(CHESTER, PA) – Mayor Thaddeus Kirkland and the Chester Police Department today announced the launch of a pilot body-worn camera program.

“I am excited we are able to bring this body-camera initiative to the City of Chester because it speaks directly to our desire to be transparent during my administration with our residents,” said Kirkland. “It is another progressive step in our effort to better serve and protect the residents through strengthening community/police relations.”

Public Safety has been a top priority for Mayor Kirkland. The 2016 Mayoral Transition Report’s public safety platform, which was chaired by Police Commissioner Darren Alston, referenced implementing the usage of body-worn cameras. “We want to, as a department, work on obtaining resources to better assist us in performing our duties to serve the residents,” said Alston.  “Police departments across the country are rolling out similar pilot programs. We want to be aggressive in protecting ourselves and our residents. This program, if fully adopted will allow all parties to be accountable for their actions.”
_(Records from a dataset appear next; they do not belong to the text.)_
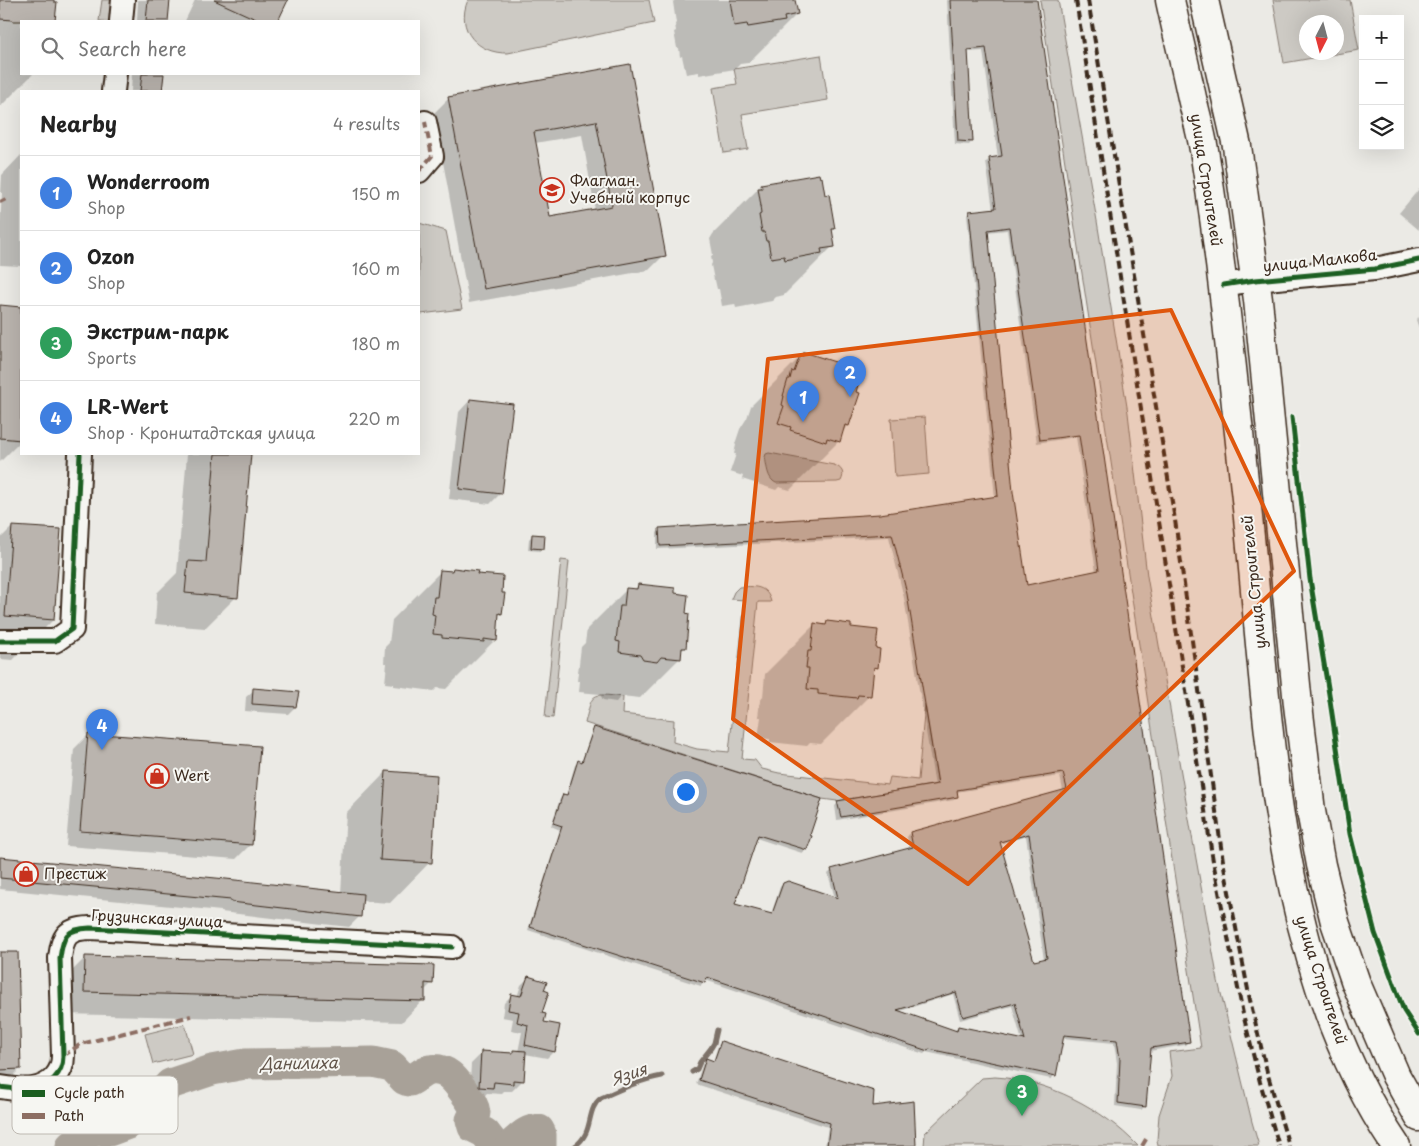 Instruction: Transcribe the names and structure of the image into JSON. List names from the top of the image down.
{
  "streets": {
    "main road": ["улица Строителей"],
    "street": ["улица Малкова", "Грузинская улица"]
  },
  "crossings": [
    ["улица Строителей", "улица Малкова"]
  ],
  "water": ["Данилиха", "Язия"],
  "places": {
    "school or university": ["Флагман. Учебный корпус"],
    "shop": ["Wert", "Престиж"]
  },
  "legend": ["Cycle path", "Path"],
  "north": "bottom",
  "page": {
    "map_buttons": ["+", "−"],
    "search": "Search here",
    "heading": ["Nearby", "4 results"],
    "list": [
      {
        "mark": "1",
        "name": "Wonderroom",
        "note": "Shop",
        "value": "150 m"
      },
      {
        "mark": "2",
        "name": "Ozon",
        "note": "Shop",
        "value": "160 m"
      },
      {
        "mark": "3",
        "name": "Экстрим-парк",
        "note": "Sports",
        "value": "180 m"
      },
      {
        "mark": "4",
        "name": "LR-Wert",
        "note": "Shop · Кронштадтская улица",
        "value": "220 m"
      }
    ],
    "pins": [
      "2",
      "1",
      "4",
      "3"
    ]
  }
}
A group of 10 patrol officers have volunteered to wear the body-worn cameras during a trial period, which is scheduled to last through the end of 2016. The field-testing phase will allow for these officers to properly assess the effectiveness of each vendor’s equipment. Officer participation in the pilot program was granted upon completion of training sessions on the usage of the vendor’s equipment.

Currently, the Chester Police Department has secured an agreement with Taser International Inc., to use their Axon Body Cameras and digital evidence management, data storage system for a 90-day trial period. Police and city officials will continue to meet with other vendors during this time to evaluate their equipment and performance within other police departments, before confirming their participation in this pilot program. Once other vendors are confirmed for participation in the pilot program, the volunteering officers will go through mandatory training sessions with each respective company.

Chief James Nolan, who has been an integral official in creating a policy for usage of the body-worn cameras, stressed the importance of implementing a “working document” during the field-testing phase. “During the process of researching these devices and meeting with other departments currently utilizing them, I think it is imperative to have a policy in place prior to full deployment,” said Nolan. “Although this is a working document that is subject to change depending on our assessment of the equipment’s effectiveness, it has been accepted by the city’s solicitor, Ken Schuster and a copy has been sent to the Delaware County District Attorney’s Office. We have to ensure that we are operating in compliance with the law.”

Full implementation and deployment will be contingent on the assessment of the vendors’ equipment upon the completion of the field-testing stage. The approximate cost to outfit the entire department with body-worn cameras is between $70,000 – $100,000. City officials will work to secure funding for these devices through solicitation to private donors and sponsors. Currently, the city has received a $10,000 donation from Vahan Gureghian, founder and CEO of CSMI, specifically designated for the body-camera initiative. The final assessment will be provided to narrow down a more accurate cost of the equipment. This will also aide in helping city officials to filter through state and federal funding that best supports Chester’s ability and desire to equip the entire department with body-worn camera devices.